Roman Catholics Posts

Hannah Kent’s “The Good People”

Australian writer Hannah Kent’s second novel The Good People is about three women – Nora (Honora Leahy), Nance (Anne Roche) and Mary — in early nineteenth century rural Ireland, County Kerry. Nora was recently widowed who had been left the care of her four-year-old grandson, Michael Kelliher. A wild, crabbed child no heavier than the weight of snow upon a branch. A clutch of bones rippling with the movement of wind on water. Thistle-headed. Fierce-chinned. Small fingers clutching in front of him as though the air were filled with wonders and not the smoke of the fire and their own stale breath. The constant attention he demanded accompanied by his shrill needfulness exhausted Nora. She decided to hire a young girl to help her on the farm but be the primary caregiver to Michael. Fourteen-year-old Mary Clifford, tall and thin-faced, used to minding children having looked after her eight siblings agrees to work. She does the household chores and looks after the grandson.

When Nora’s husband, Martin, died suddenly while digging ditches Nance made an unexpected appearance during the wake to keen. Her entrance had been met with silence as none ever imagined she would show up at the cottage but she did.

Nance had never become accustomed to the way conversation stopped in her presence. It was one thing to enter a wake house and have the company fall into respectful silence It was another to move through a crowded yard in the pricked air of others’ wary regard and to hear laughter at her back. They made her feel like nothing more than a strange old woman plucking herbs, her eyes clouded with age and the smoke of her own badly-fired hearth. No matter that some of these men came to her with their carbuncles and congested lungs, or lay their wheezing children by her fire. In the broad light of day, amidst the noise of industry, their stares made her feel scorned and feeble.

Nance lived alone up in the hills close to where the Good People lived– Piper’s Grave, where the fairies dwelt. She was considered to have knowledge and magical powers that could help cure people of ills. Sometimes, in the company of suffering, Nance felt things. Maggie [ her aunt] had called it an inward seeing. The knowledge. Sometimes as she guided babies from their mothers and into the world, she sensed what their lives would be like, and sometimes the things she sensed frightened her.
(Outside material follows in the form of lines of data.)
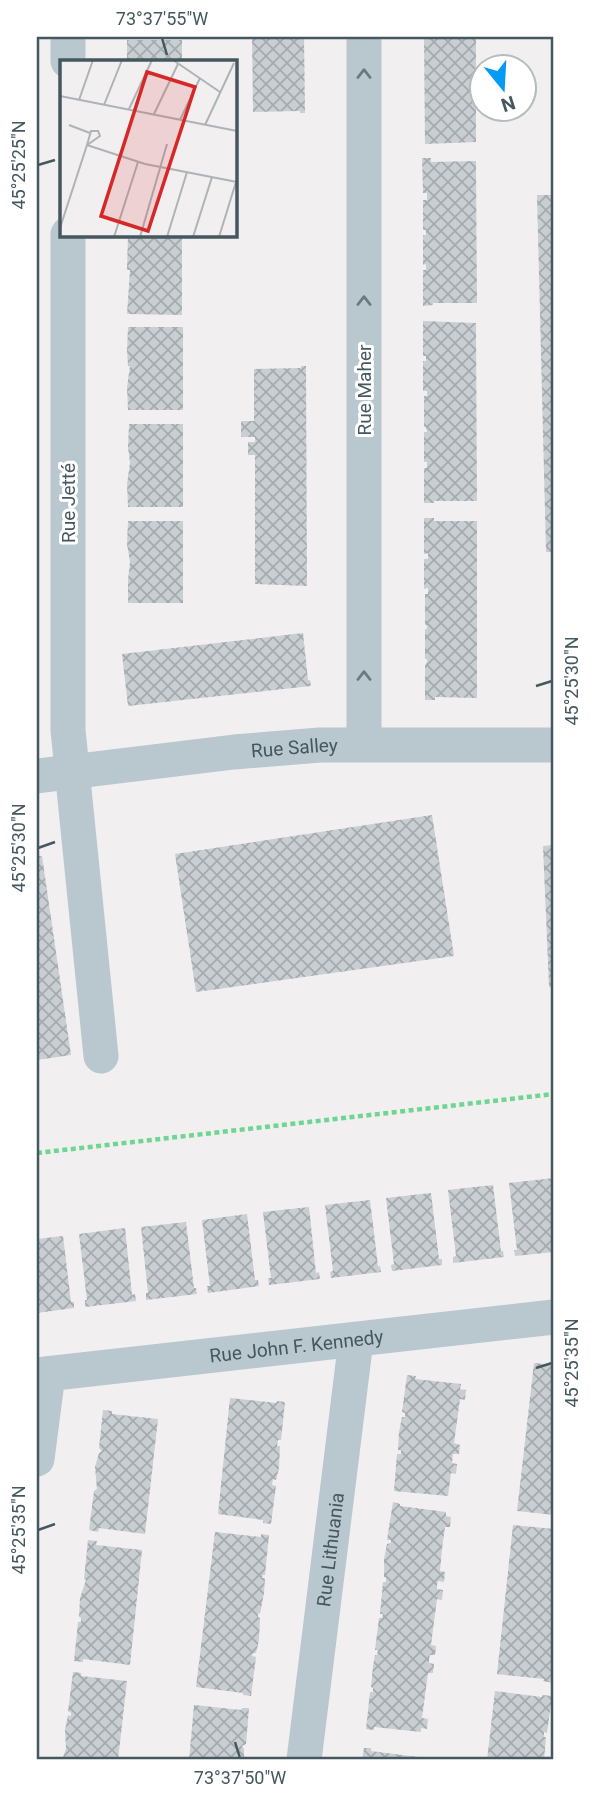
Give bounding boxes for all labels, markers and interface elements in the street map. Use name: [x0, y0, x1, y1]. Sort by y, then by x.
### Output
text: 73°37'55"W: [116, 8, 208, 29]
north arrow: [468, 52, 538, 122]
inset map: [60, 60, 236, 236]
one-way arrow: [356, 68, 372, 78]
text: N: [498, 91, 518, 117]
text: 45°25'25"N: [8, 120, 29, 210]
one-way arrow: [356, 295, 372, 306]
street label: Rue Maher: [353, 344, 376, 435]
street label: Rue Jetté: [57, 463, 80, 543]
text: 45°25'30"N: [561, 636, 582, 726]
one-way arrow: [356, 670, 372, 680]
street label: Rue Salley: [250, 734, 338, 762]
text: 45°25'30"N: [8, 803, 29, 893]
text: 45°25'35"N: [561, 1318, 582, 1408]
street label: Rue John F. Kennedy: [208, 1325, 384, 1367]
text: 45°25'35"N: [8, 1485, 29, 1575]
street label: Rue Lithuania: [312, 1491, 349, 1608]
text: 73°37'50"W: [194, 1767, 286, 1788]

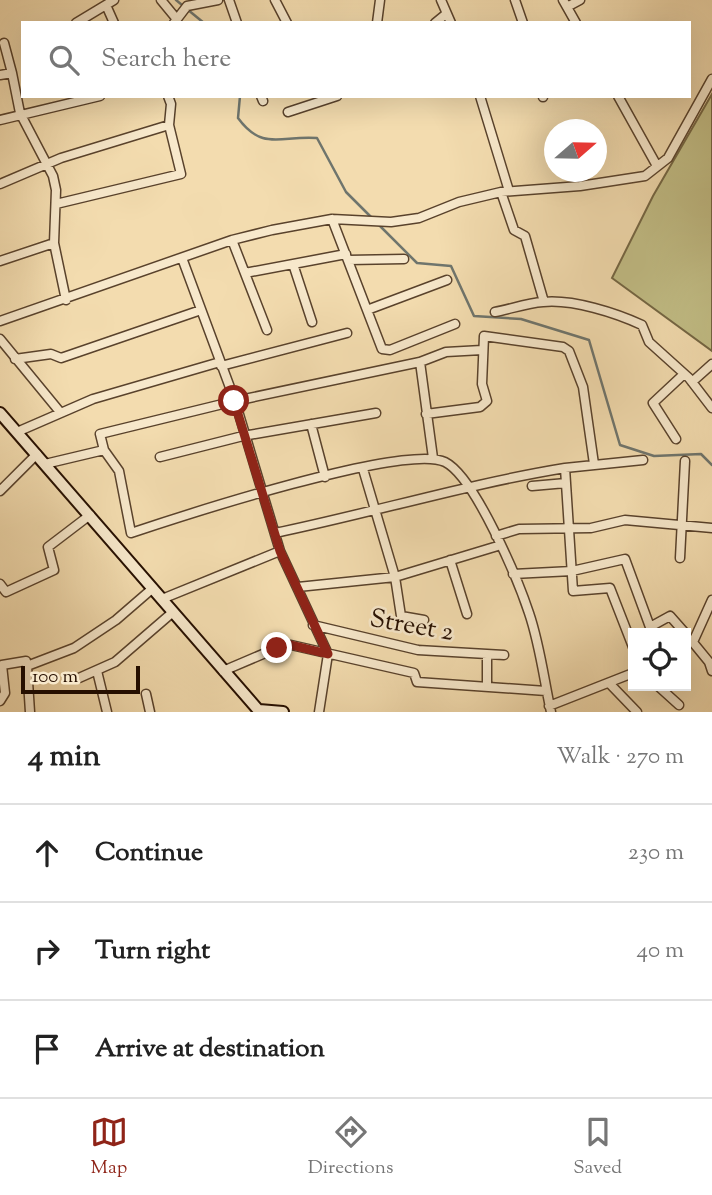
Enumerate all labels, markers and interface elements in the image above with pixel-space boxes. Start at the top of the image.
search box [21,21,691,98]
icon: search [45,41,83,79]
text: Search here [101,41,231,78]
north arrow [544,119,607,182]
route start [218,385,249,416]
street label: Street 2 [367,601,457,652]
map controls [628,628,691,691]
button: locate [628,628,691,691]
route end [261,632,292,663]
scale bar [21,663,140,695]
text: 100 m [32,664,78,691]
text: 4 min [28,736,101,779]
text: Walk · 270 m [556,741,684,774]
icon: ahead [28,834,66,872]
text: Continue [95,835,203,872]
text: 230 m [628,837,684,870]
icon: right [28,932,66,970]
text: Turn right [95,933,210,970]
text: 40 m [637,935,684,968]
icon: arrive [28,1030,66,1068]
text: Arrive at destination [95,1031,325,1068]
tab: Map [90,1113,128,1182]
tab: Directions [308,1113,393,1182]
tab: Saved [573,1113,622,1182]

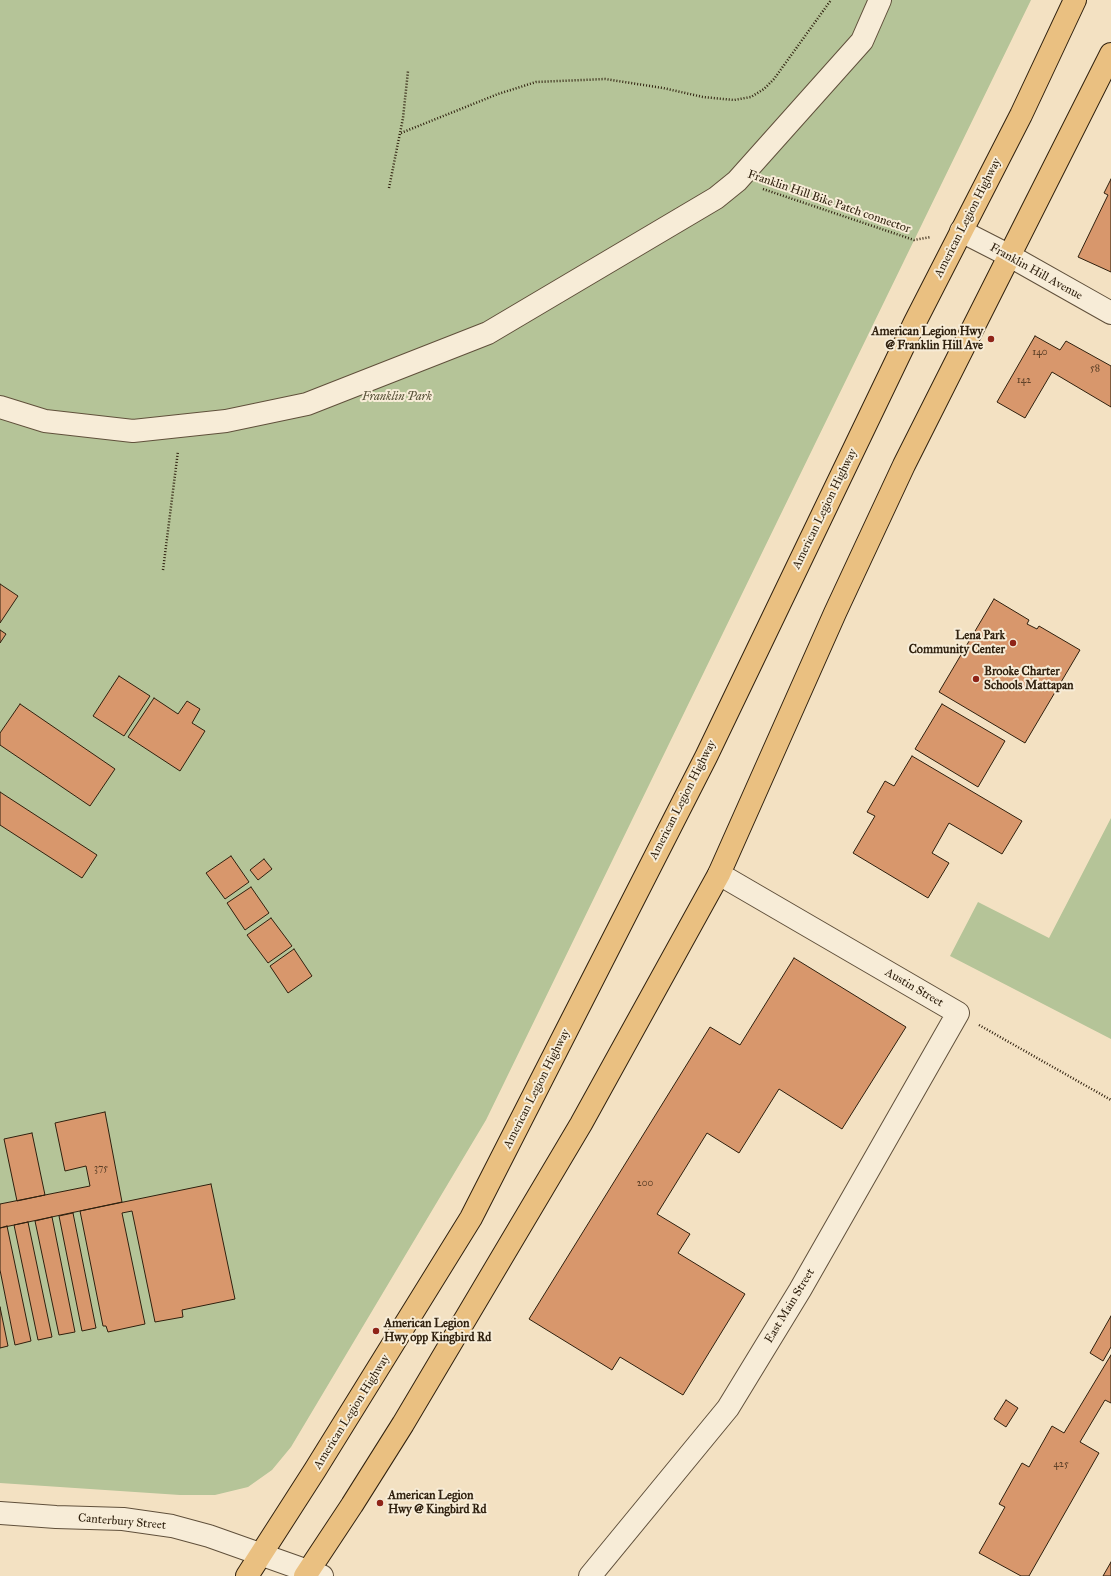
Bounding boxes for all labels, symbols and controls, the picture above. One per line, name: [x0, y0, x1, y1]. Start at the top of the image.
street label: American Legion Highway: [932, 156, 1004, 280]
street label: Franklin Hill Bike Patch connector: [746, 167, 912, 237]
street label: Franklin Hill Avenue: [987, 241, 1085, 303]
place label: American Legion Hwy @ Franklin Hill Ave: [871, 325, 983, 353]
marker: American Legion Hwy @ Franklin Hill Ave: [986, 334, 996, 344]
house number: 140: [1032, 347, 1048, 359]
house number: 58: [1090, 363, 1100, 375]
house number: 142: [1017, 375, 1031, 387]
park label: Franklin Park: [362, 390, 432, 404]
street label: American Legion Highway: [790, 446, 860, 572]
place label: Lena Park Community Center: [909, 629, 1005, 657]
marker: Lena Park Community Center: [1008, 638, 1018, 648]
place label: Brooke Charter Schools Mattapan: [984, 665, 1074, 693]
marker: Brooke Charter Schools Mattapan: [971, 674, 981, 684]
street label: American Legion Highway: [647, 738, 719, 862]
street label: Austin Street: [882, 965, 946, 1011]
street label: American Legion Highway: [501, 1027, 573, 1151]
house number: 375: [94, 1163, 108, 1175]
house number: 200: [637, 1178, 653, 1190]
street label: East Main Street: [762, 1266, 818, 1346]
place label: American Legion Hwy opp Kingbird Rd: [384, 1317, 491, 1345]
marker: American Legion Hwy opp Kingbird Rd: [371, 1326, 381, 1336]
street label: American Legion Highway: [311, 1352, 393, 1472]
house number: 425: [1053, 1459, 1069, 1471]
place label: American Legion Hwy @ Kingbird Rd: [388, 1489, 486, 1517]
marker: American Legion Hwy @ Kingbird Rd: [375, 1498, 385, 1508]
street label: Canterbury Street: [77, 1511, 167, 1533]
Martin would care for his crippled grandson gently and be empathetic towards his condition but his wife had little time. Their daughter Johanna died leaving her son in the care of her husband, Tadgh. After a while unable to care for Michael, Tadgh left the child in the care of his maternal grandparents. After Martin’s death Nora became convinced that the Good People had taken away her real grandson and in his place left this cretin, a changeling. Soon instead of referring to him by his name she began referring to him as “it”. Nora first took him to Father Healy for healing but when he refused she took him across to Nance hoping she could help recover her true grandson— as she remembered him at the age of two laughing and playing. Despite Mary’s misgivings the two older women decided to “put the fairy of out of it”. During the treatment (which included administration of foxglove juice notorious for slowing down heartbeat) Mary was worried about the child and of the repercussions but did not stop the women. Once it was evident the treatment was clearly not going the way expected Mary ran to the neighbours and gave an account of the events. From there on it happened quickly as witnessed by the community. When they spotted the police returning from Nance, they wondered whether all three had been in league with the fairies, blinking the valley and thinning the butter in the churns, killing animals for devilment. Setting piseogs [ superstition] against the priest. It did not take long. By sunfall the valley was humming. An accusation had been brought against Nora Leahy, Mary Clifford and Nance Roche. The fairy cretin Nora had hidden from sight had been drowned in the river, and they were calling it murder.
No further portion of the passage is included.